FIG. 2 d: a block diagram illustrating the functionality of a speech recognition unit with improved error correction capabilities according to a fourth aspect of the present invention;
FIG. 3 a: a flowchart of the steps performed by a method for error correction in speech recognition according to a first aspect of the present invention;
FIG. 3 b: a flowchart of the steps performed by a method for error correction in speech recognition according to a second aspect of the present invention;
FIG. 3 c: a flowchart of the steps performed by a method for error correction in speech recognition according to a third aspect of the present invention;
FIG. 3 d: a flowchart of the steps performed by a method for error correction in speech recognition according to a fourth aspect of the present invention;
FIG. 4: an illustration of a sequence of words with an emphasized word according to the first aspect of the present invention;
FIG. 5: an illustration of a sequence of words with two emphasized words according to the first aspect of the present invention;
FIG. 6: an illustration of a sequence of words and a sorted set of word candidates according to the second aspect of the present invention; and
FIG. 7: an illustration of the updating of the order of word candidates in sets of word candidates in response to a word replacement in a sequence of words according to the second aspect of the present invention.

DETAILED DESCRIPTION OF THE INVENTION

In the sequel of this detailed description of the present invention, the invention will be described by means of exemplary embodiments. Therein, without intending to limit the scope of applicability, deployment of the proposed techniques for error correction in speech recognition in the context of mobile dictation will exemplarily be assumed.
FIG. 1 depicts a device 1 for error correction in speech recognition according to the present invention. This device 1 is capable of implementing functionality to perform error correction according to each of the four proposed aspects of the present invention, or of any combination thereof.
Device 1 comprises a Central Processing Unit (CPU) 100, which controls the operation of the entire device 1. Said device 1 interacts with a memory 101, which comprises, among others, software code related to the Operating System (OS) 1010 of the device, application program code 1011 that can be executed by CPU 100 to provide specific functionalities to a user of said device, such as for instance mobile dictation and according error correction, and software code 1012 related to a speech recognition functionality. The device 1 further comprises an audio interface (I/F) 102 to receive input speech sequences, which may for instance be recorded by microphone 103 or received from external input 104 (such as for instance input speech sequences that are recorded in an external device and then are transferred to device 1). Device 1 further comprises a display controller 105 for controlling the operation of a display 106, which may for instance be a Liquid Crystal Display (LCD) or similar. Display 106 serves as an optical user interface of device 1 and allows for example to present sequences of words and sets of word candidates to a user of device 1. Device 1 further comprises a joystick controller 107 for receiving input from joystick 108, and a keypad controller 109 to receive input from a keypad 110. It is readily understood that the use of a joystick is of exemplary nature only. Equally well, a track ball, or arrow keys may be used to implement its functionality. Furthermore, due to the ability to perform speech recognition, device 1 may completely dispense with a keypad 110 altogether. Audio I/F 102, joystick controller 107, keypad controller 109 and display controller 105 are controlled by CPU 100 according to the OS 1010 and/or the application program 1011 CPU 100 is currently executing.
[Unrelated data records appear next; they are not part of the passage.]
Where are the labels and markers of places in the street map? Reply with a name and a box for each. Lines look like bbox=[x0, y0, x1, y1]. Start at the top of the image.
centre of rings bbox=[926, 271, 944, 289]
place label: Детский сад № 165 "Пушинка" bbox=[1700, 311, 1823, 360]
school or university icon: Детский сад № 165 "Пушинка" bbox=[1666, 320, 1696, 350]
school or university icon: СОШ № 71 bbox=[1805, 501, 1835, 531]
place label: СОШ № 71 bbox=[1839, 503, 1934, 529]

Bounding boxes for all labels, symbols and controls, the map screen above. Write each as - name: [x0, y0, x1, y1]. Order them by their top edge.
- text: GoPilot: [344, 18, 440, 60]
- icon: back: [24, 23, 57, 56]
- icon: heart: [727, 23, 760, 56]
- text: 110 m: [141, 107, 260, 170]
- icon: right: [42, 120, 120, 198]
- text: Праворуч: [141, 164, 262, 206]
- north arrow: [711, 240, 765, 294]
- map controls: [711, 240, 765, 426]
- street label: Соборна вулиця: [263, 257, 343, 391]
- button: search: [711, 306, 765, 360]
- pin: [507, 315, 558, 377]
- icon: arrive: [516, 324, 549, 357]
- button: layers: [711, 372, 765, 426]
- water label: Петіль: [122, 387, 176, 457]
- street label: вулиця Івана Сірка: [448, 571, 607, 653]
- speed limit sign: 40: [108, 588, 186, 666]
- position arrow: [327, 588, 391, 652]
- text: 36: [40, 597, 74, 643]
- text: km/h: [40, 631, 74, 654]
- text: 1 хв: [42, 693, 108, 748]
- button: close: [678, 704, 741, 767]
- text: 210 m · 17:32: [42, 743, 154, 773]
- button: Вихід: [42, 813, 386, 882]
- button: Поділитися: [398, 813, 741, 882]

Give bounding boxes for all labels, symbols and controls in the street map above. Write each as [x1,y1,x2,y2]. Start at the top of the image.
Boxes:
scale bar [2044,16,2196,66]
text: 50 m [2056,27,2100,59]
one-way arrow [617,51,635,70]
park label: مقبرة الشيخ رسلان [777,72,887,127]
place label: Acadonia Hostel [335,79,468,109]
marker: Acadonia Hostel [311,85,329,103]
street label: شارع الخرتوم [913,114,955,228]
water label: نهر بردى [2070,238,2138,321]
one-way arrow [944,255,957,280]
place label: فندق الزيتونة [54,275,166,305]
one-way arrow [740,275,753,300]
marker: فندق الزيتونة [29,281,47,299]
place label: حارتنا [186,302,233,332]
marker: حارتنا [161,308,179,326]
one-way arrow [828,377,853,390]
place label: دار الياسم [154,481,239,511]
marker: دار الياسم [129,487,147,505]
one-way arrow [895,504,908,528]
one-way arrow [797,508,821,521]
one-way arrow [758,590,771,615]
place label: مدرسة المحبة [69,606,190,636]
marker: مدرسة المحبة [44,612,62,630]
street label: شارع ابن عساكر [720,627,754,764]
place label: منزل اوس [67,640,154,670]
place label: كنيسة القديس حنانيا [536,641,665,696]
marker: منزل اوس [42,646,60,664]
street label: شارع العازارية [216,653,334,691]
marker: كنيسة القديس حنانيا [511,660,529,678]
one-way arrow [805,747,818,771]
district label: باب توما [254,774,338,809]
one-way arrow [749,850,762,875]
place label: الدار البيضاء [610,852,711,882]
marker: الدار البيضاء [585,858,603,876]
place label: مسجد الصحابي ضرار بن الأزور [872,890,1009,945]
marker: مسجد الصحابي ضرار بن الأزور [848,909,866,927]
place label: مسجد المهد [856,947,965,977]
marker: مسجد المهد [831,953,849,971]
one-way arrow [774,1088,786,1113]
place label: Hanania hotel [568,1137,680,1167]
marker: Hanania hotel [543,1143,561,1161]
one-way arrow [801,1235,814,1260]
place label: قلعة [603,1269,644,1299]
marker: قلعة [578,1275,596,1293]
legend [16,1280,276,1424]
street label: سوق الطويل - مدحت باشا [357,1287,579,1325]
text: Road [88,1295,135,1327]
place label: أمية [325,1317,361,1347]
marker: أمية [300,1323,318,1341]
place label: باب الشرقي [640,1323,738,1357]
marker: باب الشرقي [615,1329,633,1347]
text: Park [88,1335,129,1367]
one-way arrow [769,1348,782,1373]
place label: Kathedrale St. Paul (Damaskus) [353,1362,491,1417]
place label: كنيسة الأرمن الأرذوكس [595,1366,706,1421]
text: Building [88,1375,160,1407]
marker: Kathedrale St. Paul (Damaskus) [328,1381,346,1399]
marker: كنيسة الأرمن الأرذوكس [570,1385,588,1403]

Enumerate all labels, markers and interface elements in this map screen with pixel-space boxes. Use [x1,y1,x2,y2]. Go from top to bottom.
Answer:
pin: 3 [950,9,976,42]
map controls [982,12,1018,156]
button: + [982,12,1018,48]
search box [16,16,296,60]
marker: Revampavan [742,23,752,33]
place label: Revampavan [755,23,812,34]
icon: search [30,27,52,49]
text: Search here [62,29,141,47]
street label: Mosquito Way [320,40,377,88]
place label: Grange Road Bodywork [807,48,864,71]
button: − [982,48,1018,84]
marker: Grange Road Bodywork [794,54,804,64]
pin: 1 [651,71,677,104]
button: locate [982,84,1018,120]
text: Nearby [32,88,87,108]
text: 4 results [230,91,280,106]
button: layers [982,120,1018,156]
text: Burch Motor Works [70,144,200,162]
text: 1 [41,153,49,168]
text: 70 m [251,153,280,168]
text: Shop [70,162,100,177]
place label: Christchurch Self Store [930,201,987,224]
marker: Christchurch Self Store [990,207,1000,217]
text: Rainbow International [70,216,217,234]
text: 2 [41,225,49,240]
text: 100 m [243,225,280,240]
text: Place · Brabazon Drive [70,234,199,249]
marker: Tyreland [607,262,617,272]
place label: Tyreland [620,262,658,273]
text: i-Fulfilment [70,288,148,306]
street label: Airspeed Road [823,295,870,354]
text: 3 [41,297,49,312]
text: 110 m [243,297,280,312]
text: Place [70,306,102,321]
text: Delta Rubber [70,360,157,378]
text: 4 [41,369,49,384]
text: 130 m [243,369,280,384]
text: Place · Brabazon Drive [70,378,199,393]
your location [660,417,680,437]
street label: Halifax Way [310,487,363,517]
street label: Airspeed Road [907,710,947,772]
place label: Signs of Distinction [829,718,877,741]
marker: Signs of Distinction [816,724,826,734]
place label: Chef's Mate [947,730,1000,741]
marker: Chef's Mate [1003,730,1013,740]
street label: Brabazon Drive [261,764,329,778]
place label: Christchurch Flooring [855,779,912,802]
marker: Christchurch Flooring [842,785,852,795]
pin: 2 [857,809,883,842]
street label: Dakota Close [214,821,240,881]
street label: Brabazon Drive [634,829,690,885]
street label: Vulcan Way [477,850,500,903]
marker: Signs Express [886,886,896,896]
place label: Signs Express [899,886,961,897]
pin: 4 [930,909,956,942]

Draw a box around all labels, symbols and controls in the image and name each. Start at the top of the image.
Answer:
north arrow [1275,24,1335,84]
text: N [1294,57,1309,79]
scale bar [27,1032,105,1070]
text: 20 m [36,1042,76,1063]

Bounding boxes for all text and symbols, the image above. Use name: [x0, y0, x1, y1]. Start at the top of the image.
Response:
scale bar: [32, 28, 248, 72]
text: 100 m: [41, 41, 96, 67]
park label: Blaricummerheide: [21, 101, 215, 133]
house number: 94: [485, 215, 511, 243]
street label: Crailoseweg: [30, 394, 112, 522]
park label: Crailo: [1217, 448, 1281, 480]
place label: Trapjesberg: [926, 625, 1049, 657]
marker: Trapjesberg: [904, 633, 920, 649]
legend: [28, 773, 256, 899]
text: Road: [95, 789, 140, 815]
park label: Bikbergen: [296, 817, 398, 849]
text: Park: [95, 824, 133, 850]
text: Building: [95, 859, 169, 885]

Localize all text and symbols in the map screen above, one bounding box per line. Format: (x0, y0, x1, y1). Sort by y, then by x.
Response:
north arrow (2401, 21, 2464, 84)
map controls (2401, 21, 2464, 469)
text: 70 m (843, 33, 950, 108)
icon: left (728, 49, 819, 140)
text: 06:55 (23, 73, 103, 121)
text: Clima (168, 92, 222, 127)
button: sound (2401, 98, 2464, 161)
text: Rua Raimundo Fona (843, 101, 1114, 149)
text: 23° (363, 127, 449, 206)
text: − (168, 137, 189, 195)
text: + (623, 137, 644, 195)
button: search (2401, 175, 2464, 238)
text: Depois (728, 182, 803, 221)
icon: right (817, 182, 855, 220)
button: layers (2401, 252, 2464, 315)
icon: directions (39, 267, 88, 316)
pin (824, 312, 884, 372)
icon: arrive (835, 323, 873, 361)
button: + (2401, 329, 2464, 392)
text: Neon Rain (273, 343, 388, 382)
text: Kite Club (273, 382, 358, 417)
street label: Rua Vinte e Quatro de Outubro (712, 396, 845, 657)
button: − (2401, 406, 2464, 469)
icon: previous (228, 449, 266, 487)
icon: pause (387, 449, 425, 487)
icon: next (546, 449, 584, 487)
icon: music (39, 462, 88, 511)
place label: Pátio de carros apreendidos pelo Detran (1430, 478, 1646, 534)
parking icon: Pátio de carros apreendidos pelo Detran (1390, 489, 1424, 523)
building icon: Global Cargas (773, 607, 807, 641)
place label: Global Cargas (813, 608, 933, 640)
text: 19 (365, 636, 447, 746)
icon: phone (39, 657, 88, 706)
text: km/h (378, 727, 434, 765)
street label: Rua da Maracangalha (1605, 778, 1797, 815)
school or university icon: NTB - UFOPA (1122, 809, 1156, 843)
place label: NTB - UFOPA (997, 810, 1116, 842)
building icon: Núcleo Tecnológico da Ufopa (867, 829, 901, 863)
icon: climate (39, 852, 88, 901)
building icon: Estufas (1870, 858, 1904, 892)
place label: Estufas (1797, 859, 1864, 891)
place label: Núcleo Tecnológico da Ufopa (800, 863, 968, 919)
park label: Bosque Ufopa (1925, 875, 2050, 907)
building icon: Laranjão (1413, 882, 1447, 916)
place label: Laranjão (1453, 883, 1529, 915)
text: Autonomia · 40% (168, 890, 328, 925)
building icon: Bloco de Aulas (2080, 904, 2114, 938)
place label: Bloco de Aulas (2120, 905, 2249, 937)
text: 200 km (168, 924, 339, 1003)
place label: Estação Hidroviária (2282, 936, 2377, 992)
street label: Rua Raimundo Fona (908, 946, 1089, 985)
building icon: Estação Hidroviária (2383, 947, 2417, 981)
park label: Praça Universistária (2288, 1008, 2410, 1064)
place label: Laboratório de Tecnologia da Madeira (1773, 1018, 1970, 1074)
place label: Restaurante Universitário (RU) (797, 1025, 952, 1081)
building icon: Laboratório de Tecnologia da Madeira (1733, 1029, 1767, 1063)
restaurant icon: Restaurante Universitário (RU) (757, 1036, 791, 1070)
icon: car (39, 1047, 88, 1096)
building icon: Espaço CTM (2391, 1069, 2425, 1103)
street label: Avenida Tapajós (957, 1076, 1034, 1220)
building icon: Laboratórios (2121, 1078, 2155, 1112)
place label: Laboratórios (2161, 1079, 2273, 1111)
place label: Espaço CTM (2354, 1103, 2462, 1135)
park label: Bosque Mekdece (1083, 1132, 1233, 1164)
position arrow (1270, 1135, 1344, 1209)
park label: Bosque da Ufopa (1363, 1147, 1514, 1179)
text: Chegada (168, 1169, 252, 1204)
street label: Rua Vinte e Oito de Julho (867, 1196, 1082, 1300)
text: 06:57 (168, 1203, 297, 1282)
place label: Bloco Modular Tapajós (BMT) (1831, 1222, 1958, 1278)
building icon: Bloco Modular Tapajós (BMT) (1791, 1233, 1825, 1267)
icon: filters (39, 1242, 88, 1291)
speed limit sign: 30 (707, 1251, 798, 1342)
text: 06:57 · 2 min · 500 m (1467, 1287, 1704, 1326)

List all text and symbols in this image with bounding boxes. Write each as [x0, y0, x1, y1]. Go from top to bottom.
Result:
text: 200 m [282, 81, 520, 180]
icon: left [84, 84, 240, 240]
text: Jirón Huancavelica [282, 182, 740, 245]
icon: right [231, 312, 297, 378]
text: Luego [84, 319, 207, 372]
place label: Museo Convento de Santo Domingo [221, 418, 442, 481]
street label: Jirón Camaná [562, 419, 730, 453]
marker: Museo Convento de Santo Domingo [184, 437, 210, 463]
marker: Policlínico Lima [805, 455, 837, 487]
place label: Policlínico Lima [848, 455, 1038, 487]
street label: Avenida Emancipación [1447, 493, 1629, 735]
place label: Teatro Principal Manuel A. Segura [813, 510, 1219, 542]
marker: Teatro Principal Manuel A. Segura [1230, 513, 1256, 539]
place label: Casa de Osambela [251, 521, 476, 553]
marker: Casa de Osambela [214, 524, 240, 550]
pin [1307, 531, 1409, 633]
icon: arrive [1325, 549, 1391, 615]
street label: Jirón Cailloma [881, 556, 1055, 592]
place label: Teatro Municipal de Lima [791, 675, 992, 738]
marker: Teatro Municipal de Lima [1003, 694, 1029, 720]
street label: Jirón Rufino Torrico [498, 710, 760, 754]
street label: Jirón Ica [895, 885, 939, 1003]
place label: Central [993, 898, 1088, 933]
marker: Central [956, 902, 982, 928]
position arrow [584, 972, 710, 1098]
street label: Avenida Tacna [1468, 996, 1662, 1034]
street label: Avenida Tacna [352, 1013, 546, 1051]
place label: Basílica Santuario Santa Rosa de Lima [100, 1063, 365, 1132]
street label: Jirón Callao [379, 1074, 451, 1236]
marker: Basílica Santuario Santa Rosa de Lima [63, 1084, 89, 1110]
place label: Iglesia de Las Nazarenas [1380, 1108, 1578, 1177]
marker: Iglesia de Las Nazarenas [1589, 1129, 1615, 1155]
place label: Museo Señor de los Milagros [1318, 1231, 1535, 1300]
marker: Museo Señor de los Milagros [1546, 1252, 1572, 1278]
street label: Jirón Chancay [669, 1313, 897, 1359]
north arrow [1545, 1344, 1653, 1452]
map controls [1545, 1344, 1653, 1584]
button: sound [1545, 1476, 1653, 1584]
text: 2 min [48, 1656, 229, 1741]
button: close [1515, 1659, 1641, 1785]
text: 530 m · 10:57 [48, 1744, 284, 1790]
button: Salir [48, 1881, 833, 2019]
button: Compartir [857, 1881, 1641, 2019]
FIRST ASPECT OF THE INVENTION

FIG. 2 a schematically illustrates a block diagram illustrating the functionality of a speech recognition unit 2 a with improved error correction capabilities according to a first aspect of the present invention. Therein, speech recognition core 200 of speech recognition instance 2 a is implemented by CPU 100 of device. 1 (see FIG. 1) by executing speech recognition software 1012 stored in memory 101, and the emphasis selection unit 203 of speech recognition unit 2 a is implemented by CPU 100 by executing an application program 1011 stored in memory 101. Speech recognition core 200 is capable of receiving an input speech sequence, which is a spoken representation of one or more words (for instance a complete sentence), and to perform speech recognition on said input speech sequence to determine a sequence of words that, in the optimal case, resembles said one or more words said input speech sequence is a representation of. To this end, speech recognition core 200 uses a language model 201 and a recognition vocabulary 202. Said language model 201 may for instance be stored in memory 101 of device 1 (see FIG. 1) and may comprise statistics on the probability of a set of words comprising at least one word to occur in a language. This may for instance be a uni-gram language model that is related to the likelihood of a single word to be used in a language, or a bi-gram language model that expresses a likelihood of two words of a language following each other. Also language models considering a larger number of subsequent words may be deployed (e.g. a tri-gram language model, etc.). Said recognition vocabulary 202 comprises the words said speech recognition core 200 is capable of detecting, and may also be stored in said memory 101 of device 1 (see FIG. 1).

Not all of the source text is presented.